◆ **What the exercise asks**
Leave the images out and write out each entry exactly as shown.

◆ **Data**
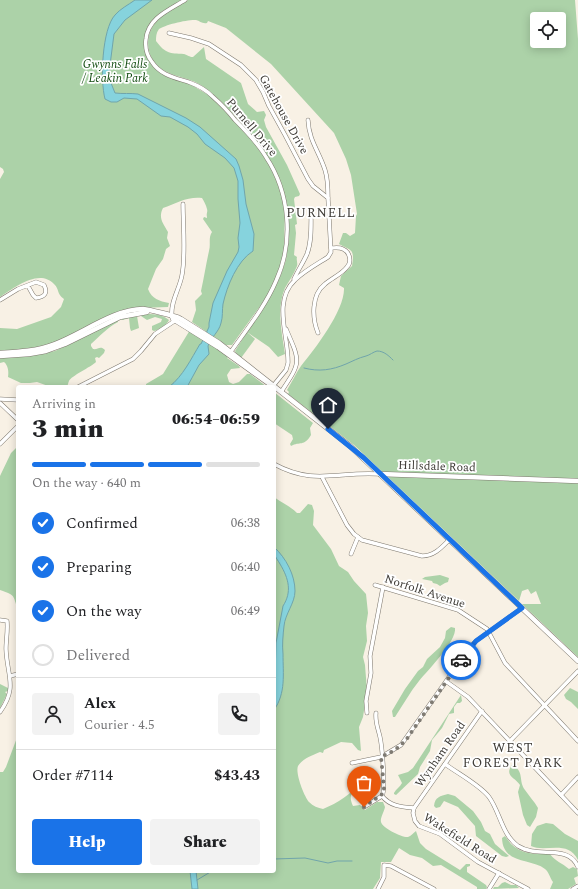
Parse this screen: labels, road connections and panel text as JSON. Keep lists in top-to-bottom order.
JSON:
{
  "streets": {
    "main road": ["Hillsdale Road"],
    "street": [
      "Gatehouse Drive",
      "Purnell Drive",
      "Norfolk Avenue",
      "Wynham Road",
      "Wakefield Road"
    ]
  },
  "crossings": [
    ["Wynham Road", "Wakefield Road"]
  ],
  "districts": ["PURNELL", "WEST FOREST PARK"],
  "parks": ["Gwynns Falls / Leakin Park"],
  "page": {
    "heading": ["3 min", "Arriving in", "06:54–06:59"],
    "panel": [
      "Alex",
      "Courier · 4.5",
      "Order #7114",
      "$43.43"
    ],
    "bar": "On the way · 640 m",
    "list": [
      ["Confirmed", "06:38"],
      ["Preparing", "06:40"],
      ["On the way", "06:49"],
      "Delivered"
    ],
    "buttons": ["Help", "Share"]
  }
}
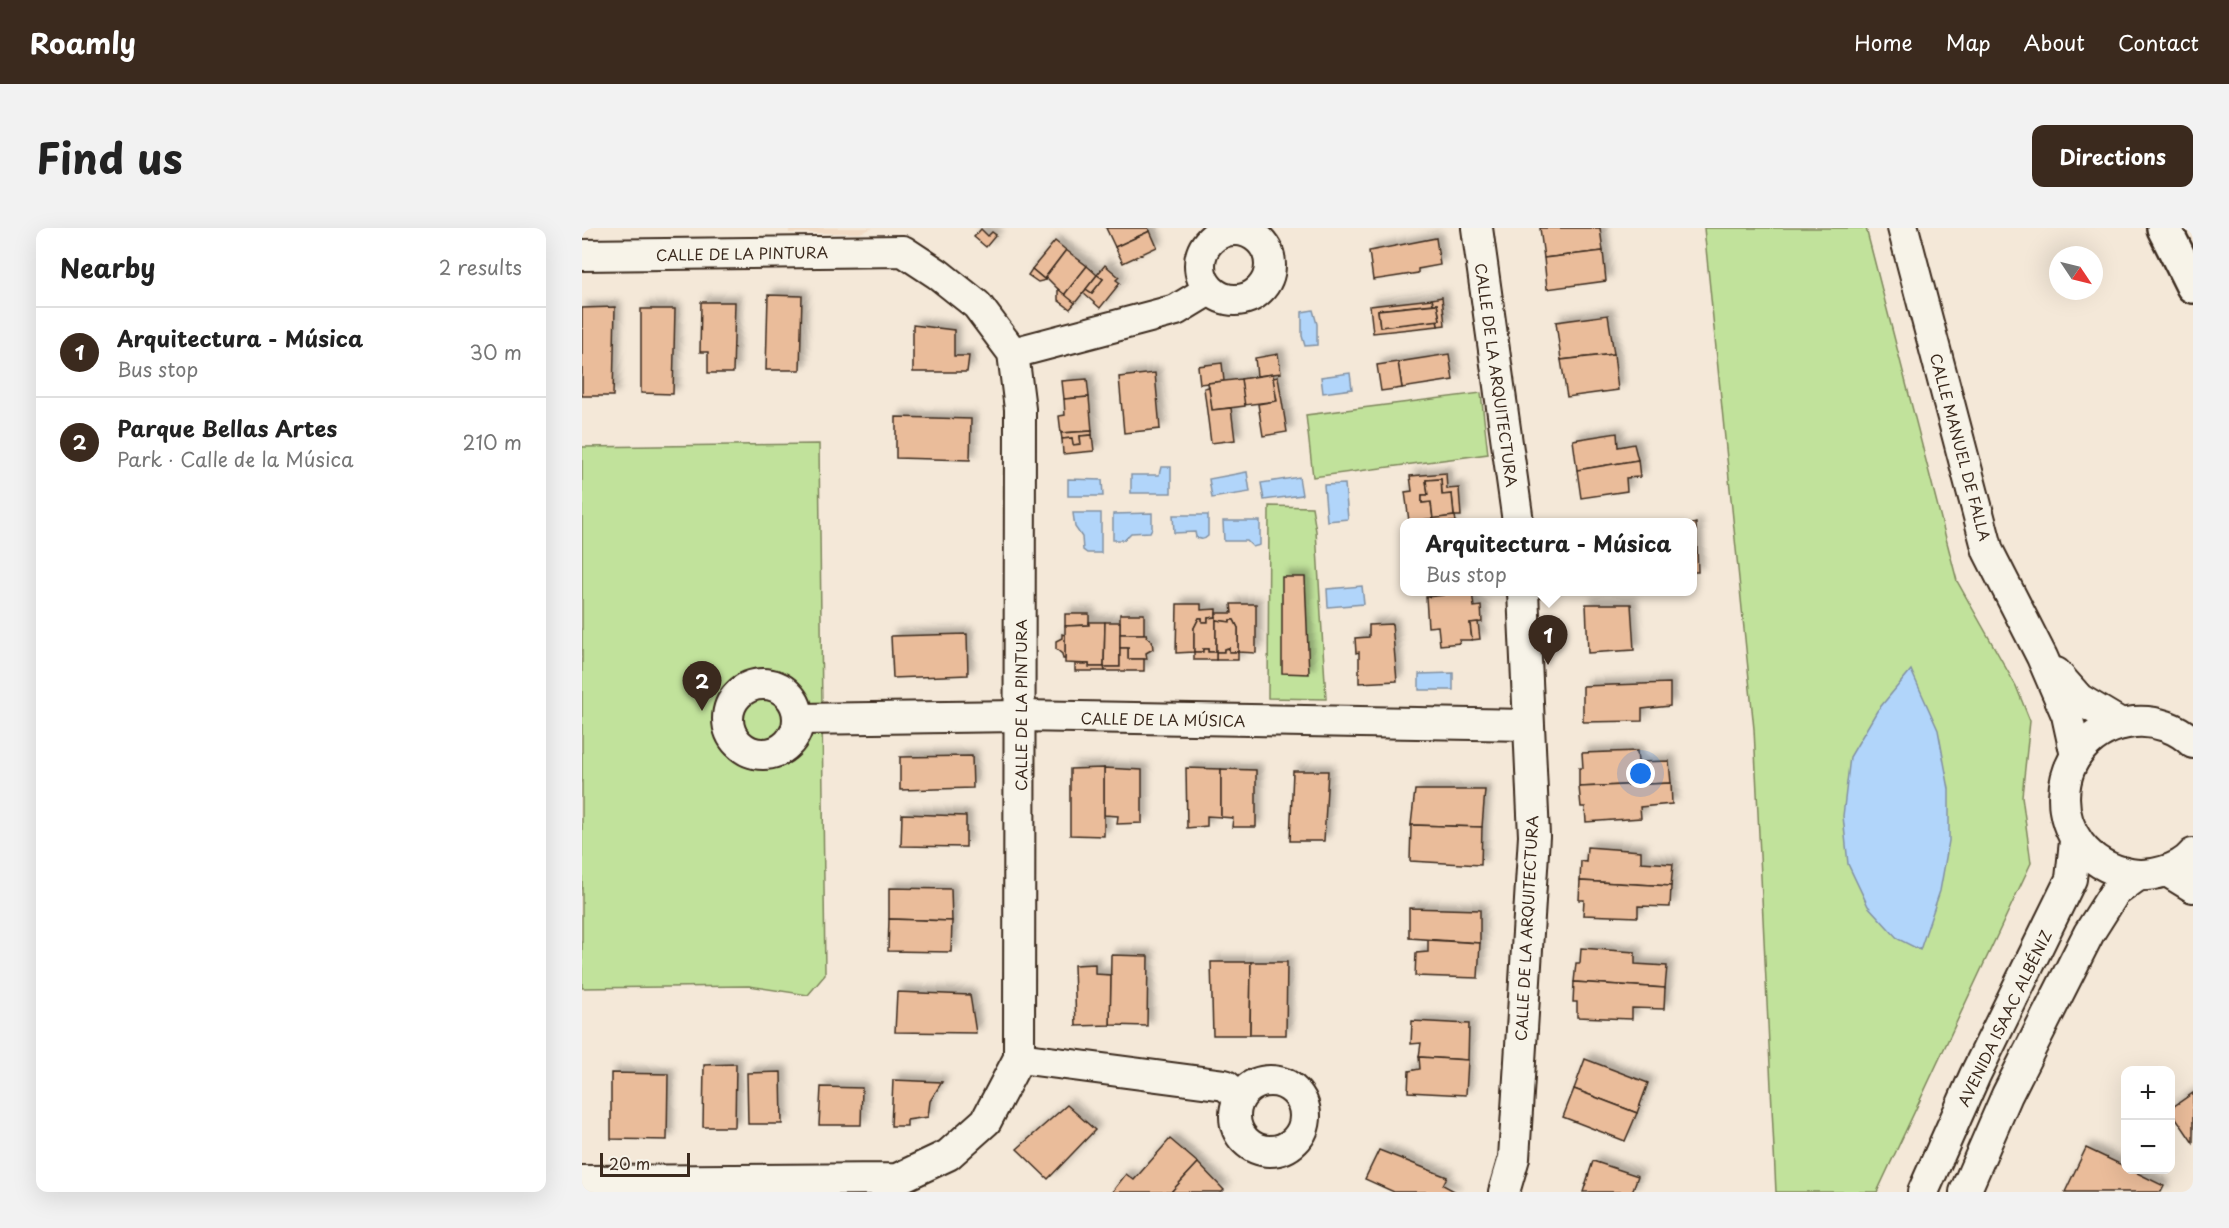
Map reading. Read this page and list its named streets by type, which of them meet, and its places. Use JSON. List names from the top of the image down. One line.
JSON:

◆ **Answer**
Parse this screen: labels, road connections and panel text as JSON. Keep lists in top-to-bottom order.
JSON:
{
  "streets": {
    "main road": ["Hillsdale Road"],
    "street": [
      "Gatehouse Drive",
      "Purnell Drive",
      "Norfolk Avenue",
      "Wynham Road",
      "Wakefield Road"
    ]
  },
  "crossings": [
    ["Wynham Road", "Wakefield Road"]
  ],
  "districts": ["PURNELL", "WEST FOREST PARK"],
  "parks": ["Gwynns Falls / Leakin Park"],
  "page": {
    "heading": ["3 min", "Arriving in", "06:54–06:59"],
    "panel": [
      "Alex",
      "Courier · 4.5",
      "Order #7114",
      "$43.43"
    ],
    "bar": "On the way · 640 m",
    "list": [
      ["Confirmed", "06:38"],
      ["Preparing", "06:40"],
      ["On the way", "06:49"],
      "Delivered"
    ],
    "buttons": ["Help", "Share"]
  }
}
Map reading. Read this page and list its named streets by type, which of them meet, and its places. Use JSON. List names from the top of the image down. One line.
JSON:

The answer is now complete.